Suivant constat de commissaire de justice du 13 septembre 2024 réalisé à la demande du syndicat des copropriétaires de l’immeuble Génération Gratte [Localité 6] il a été constaté :
— Côté Sud 16 panneaux photovoltaïques sur la toiture du logement B41,
— Sur le palier du 4ème étage le stockage de biens notamment une palette, des meubles un deux roues de vélo, une trottinette, une draisienne et une planche à roulette pour poussette,
— Coté Sud au sein des parties communes la présence de plusieurs pots de fleurs au sol et en hauteur un potager aménagé au-dessus des caissons techniques et des potes de fleurs vides.
Il est constant que Monsieur et Madame [U] ont demandé à être autorisés à installer des panneaux photovoltaïques et que leur demande a été rejetée par délibération de l’assemblée générale. Malgré cette absence d’autorisation ils ont fait installer ces panneaux sur la toiture de l’immeuble, partie commune, comme le prouve le constat de commissaire de justice du 13 septembre 2024.
La pose de ces panneaux contrevient donc manifestement au règlement de copropriété de sorte que la preuve du trouble manifestement illicite est rapportée et qu’il doit être ordonné à Monsieur et Madame [U] de procéder au retrait de ces panneaux dans une délai de deux mois à compter de la signification de cette décision.
Dans un souci d’apaisement et afin de préserver des relations de dialogue constructives propices à l’intelligence collective et à la résolution amiable des litiges, il n’est pas nécessaire d’assortir à ce stade de la procédure cette obligation d’une astreinte.

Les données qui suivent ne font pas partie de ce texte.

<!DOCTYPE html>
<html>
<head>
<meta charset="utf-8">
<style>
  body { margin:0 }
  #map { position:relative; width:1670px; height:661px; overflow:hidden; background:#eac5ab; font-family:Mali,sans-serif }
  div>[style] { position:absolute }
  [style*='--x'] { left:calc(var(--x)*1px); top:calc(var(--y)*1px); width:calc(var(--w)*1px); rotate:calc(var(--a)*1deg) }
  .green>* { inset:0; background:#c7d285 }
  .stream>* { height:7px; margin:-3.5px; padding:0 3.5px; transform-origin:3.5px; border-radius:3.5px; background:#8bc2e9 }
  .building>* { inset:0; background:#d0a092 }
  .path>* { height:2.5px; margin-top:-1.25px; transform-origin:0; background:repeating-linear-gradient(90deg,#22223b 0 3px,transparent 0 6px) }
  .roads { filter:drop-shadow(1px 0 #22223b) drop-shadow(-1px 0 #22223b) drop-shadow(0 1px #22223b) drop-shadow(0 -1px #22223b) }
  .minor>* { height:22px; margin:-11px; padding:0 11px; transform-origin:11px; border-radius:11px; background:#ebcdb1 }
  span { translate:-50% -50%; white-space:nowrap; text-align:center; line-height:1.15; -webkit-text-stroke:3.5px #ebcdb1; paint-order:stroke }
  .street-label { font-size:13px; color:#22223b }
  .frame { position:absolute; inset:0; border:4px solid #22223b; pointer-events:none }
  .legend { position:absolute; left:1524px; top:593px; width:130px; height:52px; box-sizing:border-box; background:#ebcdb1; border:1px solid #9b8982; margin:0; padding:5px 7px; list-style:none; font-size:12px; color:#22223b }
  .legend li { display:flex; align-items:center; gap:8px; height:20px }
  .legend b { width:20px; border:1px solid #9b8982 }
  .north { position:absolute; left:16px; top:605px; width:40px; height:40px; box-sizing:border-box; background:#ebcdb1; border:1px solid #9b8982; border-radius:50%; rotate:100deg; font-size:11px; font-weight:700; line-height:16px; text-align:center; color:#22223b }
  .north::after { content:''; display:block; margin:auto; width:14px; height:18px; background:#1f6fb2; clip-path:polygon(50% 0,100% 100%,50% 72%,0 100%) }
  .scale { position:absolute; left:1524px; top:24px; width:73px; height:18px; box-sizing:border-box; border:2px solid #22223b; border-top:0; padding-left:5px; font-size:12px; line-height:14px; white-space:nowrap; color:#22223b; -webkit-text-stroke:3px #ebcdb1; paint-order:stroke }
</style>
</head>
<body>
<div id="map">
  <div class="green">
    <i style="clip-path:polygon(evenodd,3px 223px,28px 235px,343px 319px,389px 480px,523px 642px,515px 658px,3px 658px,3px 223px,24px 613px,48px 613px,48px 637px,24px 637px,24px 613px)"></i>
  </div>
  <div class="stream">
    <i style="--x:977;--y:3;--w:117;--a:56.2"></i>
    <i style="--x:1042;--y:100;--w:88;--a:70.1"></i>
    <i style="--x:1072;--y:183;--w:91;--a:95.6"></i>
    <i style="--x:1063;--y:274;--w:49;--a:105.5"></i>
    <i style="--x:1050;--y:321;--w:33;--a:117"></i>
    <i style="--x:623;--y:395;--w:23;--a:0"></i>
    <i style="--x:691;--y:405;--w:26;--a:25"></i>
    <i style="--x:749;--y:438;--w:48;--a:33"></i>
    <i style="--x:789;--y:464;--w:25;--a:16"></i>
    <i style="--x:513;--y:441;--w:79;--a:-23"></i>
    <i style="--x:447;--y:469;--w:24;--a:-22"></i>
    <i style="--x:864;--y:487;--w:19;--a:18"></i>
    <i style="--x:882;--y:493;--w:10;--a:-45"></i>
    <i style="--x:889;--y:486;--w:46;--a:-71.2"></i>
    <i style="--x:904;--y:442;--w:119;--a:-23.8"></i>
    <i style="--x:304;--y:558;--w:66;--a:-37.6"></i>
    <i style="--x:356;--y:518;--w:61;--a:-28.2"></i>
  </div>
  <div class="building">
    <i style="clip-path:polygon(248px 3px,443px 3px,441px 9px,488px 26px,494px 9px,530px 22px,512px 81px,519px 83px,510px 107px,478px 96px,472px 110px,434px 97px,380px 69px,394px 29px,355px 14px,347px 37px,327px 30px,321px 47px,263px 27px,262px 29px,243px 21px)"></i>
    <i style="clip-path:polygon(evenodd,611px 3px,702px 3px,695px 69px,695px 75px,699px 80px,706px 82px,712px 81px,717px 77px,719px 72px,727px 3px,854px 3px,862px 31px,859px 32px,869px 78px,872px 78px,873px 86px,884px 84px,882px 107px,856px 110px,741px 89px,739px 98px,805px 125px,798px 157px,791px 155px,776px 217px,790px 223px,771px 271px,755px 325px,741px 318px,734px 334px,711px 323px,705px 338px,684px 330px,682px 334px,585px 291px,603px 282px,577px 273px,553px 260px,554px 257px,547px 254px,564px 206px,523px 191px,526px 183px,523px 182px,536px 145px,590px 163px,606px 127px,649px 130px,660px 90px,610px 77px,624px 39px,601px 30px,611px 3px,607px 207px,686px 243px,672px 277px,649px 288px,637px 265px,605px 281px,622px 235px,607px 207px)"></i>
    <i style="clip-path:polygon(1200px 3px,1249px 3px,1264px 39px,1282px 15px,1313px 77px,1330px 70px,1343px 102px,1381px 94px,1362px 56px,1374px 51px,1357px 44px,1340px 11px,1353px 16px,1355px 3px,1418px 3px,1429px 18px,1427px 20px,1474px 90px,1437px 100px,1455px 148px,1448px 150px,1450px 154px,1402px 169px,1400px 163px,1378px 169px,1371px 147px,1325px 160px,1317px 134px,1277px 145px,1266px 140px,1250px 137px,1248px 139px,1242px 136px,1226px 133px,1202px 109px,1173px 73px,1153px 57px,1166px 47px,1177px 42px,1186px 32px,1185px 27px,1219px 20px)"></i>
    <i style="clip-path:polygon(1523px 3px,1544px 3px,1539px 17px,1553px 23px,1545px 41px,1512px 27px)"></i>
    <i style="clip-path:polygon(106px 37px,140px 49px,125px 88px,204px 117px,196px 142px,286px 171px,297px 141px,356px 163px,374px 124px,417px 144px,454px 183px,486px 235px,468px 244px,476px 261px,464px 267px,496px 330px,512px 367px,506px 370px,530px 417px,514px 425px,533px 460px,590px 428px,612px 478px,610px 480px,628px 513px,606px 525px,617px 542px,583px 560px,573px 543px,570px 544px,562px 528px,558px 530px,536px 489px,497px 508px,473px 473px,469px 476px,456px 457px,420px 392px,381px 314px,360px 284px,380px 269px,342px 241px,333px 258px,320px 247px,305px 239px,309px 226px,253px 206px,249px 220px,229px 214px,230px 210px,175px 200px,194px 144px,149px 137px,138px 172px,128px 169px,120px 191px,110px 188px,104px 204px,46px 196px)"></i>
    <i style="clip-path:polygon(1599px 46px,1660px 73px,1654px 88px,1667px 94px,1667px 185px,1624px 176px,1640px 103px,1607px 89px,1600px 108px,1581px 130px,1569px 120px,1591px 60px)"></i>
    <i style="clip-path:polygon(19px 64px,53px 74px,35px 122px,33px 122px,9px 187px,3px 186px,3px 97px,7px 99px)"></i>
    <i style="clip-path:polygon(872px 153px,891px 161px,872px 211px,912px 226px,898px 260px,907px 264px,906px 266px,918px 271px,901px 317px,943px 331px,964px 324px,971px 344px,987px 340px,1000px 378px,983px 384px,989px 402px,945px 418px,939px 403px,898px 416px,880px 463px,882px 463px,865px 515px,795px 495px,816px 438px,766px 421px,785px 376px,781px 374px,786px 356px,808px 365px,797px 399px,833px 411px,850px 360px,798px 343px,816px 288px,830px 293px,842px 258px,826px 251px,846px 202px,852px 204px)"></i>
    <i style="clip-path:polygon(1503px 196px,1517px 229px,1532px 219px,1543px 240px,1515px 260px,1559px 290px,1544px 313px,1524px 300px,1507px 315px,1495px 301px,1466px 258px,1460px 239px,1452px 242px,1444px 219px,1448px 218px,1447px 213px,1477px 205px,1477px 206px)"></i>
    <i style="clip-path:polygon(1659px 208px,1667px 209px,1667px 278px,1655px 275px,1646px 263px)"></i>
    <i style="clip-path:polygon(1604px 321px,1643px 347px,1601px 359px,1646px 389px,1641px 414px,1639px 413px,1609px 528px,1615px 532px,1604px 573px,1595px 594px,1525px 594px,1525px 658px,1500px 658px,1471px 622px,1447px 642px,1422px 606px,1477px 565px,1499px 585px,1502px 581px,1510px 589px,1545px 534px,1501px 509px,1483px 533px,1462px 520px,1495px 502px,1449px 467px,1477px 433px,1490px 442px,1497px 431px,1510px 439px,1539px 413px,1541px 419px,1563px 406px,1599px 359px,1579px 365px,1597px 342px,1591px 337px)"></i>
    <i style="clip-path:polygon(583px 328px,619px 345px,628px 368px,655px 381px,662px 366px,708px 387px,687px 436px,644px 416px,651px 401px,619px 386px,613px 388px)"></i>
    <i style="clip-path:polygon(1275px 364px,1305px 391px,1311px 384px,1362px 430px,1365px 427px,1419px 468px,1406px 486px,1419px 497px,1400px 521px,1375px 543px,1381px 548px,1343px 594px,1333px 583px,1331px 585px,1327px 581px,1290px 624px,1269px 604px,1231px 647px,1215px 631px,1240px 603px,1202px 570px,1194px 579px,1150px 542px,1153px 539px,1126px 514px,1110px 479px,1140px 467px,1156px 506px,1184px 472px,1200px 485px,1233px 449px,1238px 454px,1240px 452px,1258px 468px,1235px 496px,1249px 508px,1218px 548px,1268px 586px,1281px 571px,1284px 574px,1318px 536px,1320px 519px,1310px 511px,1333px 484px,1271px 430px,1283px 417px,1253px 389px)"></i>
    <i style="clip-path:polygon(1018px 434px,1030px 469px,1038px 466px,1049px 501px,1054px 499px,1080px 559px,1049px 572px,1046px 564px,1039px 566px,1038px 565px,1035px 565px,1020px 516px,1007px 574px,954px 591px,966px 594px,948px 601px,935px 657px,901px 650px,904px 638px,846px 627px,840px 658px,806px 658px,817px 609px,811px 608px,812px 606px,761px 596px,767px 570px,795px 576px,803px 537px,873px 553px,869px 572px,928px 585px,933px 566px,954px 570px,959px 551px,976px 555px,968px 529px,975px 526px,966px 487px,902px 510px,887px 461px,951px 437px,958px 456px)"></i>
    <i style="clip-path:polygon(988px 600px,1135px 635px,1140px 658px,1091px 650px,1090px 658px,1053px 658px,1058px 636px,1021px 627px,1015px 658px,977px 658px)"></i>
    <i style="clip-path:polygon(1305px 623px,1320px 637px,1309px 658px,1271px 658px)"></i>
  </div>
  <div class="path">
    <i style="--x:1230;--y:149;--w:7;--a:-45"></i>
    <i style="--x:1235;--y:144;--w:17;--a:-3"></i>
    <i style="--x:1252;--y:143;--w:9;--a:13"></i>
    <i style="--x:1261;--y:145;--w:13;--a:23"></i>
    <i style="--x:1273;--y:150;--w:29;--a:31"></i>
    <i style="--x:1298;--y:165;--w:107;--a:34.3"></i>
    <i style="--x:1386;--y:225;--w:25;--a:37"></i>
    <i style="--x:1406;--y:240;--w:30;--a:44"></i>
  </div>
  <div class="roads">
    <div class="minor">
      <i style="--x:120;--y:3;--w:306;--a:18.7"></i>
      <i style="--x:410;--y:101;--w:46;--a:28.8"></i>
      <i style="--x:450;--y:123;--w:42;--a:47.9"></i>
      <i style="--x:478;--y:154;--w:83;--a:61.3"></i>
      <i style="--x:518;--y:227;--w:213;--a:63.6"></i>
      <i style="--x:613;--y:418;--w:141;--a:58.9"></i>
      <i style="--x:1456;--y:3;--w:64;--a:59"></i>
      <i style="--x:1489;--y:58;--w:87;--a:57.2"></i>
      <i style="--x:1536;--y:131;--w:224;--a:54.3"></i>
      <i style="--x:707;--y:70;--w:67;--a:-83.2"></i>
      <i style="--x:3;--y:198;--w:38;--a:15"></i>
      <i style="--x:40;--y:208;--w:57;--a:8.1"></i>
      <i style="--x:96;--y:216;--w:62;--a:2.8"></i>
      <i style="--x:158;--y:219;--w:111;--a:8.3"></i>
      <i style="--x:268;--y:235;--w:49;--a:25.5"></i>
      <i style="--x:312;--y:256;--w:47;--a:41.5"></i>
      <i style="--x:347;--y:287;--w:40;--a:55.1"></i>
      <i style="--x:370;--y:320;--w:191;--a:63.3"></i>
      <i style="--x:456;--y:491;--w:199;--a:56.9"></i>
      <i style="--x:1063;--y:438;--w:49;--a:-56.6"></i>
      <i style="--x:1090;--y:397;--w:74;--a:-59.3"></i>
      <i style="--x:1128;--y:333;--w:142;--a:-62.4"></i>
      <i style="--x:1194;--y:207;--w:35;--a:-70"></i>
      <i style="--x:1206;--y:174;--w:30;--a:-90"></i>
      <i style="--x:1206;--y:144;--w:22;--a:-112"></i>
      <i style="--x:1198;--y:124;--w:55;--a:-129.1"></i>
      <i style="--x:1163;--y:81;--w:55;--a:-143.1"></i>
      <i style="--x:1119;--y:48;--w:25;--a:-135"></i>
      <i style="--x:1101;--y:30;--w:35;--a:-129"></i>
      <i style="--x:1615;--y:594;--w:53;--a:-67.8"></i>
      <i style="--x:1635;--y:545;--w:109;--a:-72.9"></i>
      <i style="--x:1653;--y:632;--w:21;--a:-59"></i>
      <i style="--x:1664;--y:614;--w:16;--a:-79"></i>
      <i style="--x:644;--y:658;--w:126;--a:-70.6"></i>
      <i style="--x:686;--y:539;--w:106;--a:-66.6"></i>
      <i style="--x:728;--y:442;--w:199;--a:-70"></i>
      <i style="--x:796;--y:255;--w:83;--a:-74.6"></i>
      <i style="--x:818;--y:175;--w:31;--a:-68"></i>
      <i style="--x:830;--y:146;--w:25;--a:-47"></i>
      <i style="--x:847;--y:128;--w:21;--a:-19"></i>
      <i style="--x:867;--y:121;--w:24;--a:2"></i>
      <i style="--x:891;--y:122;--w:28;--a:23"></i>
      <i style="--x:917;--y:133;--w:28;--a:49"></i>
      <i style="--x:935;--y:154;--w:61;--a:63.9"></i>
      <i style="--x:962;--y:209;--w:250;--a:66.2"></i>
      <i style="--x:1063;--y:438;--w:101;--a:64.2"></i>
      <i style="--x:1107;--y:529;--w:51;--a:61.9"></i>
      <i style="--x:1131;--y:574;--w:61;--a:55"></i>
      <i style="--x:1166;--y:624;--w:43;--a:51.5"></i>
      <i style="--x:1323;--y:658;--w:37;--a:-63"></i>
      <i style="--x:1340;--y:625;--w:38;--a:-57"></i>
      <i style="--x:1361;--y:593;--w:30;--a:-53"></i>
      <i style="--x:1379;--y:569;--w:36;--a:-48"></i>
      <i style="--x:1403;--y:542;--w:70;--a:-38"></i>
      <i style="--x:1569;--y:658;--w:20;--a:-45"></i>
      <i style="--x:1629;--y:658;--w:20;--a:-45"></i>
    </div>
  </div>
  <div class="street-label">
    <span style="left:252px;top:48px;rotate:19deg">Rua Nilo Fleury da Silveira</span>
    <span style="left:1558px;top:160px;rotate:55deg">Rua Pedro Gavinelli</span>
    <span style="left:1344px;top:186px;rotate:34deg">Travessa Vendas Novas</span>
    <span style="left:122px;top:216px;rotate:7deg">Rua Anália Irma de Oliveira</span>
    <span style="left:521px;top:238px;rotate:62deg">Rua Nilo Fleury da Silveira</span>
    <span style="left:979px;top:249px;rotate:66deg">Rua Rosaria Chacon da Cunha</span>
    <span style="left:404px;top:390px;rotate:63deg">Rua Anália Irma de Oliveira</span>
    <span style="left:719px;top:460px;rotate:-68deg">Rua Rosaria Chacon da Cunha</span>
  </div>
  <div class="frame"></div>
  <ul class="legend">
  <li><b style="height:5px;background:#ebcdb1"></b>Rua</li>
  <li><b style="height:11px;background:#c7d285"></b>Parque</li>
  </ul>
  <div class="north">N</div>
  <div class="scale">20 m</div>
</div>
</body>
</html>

S’agissant des objets encombrant les parties communes le tribunal constate qu’ils ont été retirés de sorte que la demande n’a plus d’objet.
S’agissant des pots de fleur et du potager, les éléments produits ne permettent pas de caractériser avec certitude que ces objets contreviennent par leur emplacement au règlement de copropriété de sorte que la preuve du trouble manifestement illicite n’est pas rapportée sur ce point.
Sur les demandes reconventionnelles
Suivant constat de commissaire de justice du 9 juillet 2025 il a été relevé la présence d’une piscine démontable au rez de chaussé de l’immeuble, de brises vue, d’auto-collant de mezouza, et de crochets.
En l’état de ces seules constatations il n’est pas possible de s’assurer que ces éléments contreviennent manifestement au règlement de copropriété de sorte que la preuve du trouble manifestement illicite n’est pas rapportée et que la demande reconventionnelle est rejetée.
Sur les autres demandes
Monsieur et Madame [U] sont condamnés à verser une somme de 1 500 euros au syndicat des copropriétaires de l’immeuble Génération Gratte [Localité 6] au titre des dispositions de l’article 700 du code de procédure civile.
Monsieur et Madame [U] sont condamnés aux dépens.
PAR CES MOTIFS :
Statuant publiquement par ordonnance de référé contradictoire, susceptible d’appel rendue par mise à disposition au greffe
Dit n’y avoir lieu à ordonner une mesure de règlement amiable ;
Ordonne à Monsieur et Madame [U] de retirer tous les panneaux photovoltaïques placés sur la toiture de l’immeuble [Adresse 5] dans un délai de deux mois à compter de la signification de cette décision ;
Dit n’y avoir lieu au prononcé d’une astreinte provisoire ;
Constate que Monsieur et Madame [U] ont retiré les objets présents dans les parties communes de l’immeuble et que la demande de retrait est sans objet ;
Dit que la preuve du trouble manifestement illicite résultant de la pose de pots de fleurs et d’un potager n’est pas rapportée et déboute le syndicat des copropriétaires de la demande formée à cet effet ;
Déboute Monsieur et Madame [U] de leurs demandes reconventionnelles ;
Condamne Monsieur et Madame [U] à payer une somme de 1 500 suros au syndicat des copropriétaires de l’immeuble Génération Gratte [Localité 6] au titre des dispositions de l’article 700 du code de procédure civile ;
Condamne Monsieur et Madame [U] aux dépens.
Ainsi prononcé par Monsieur Dominique LENFANTIN, Président, assisté de Madame Florence FENAUTRIGUES.
En foi de quoi, le Président et le greffier ont signé la présente ordonnance.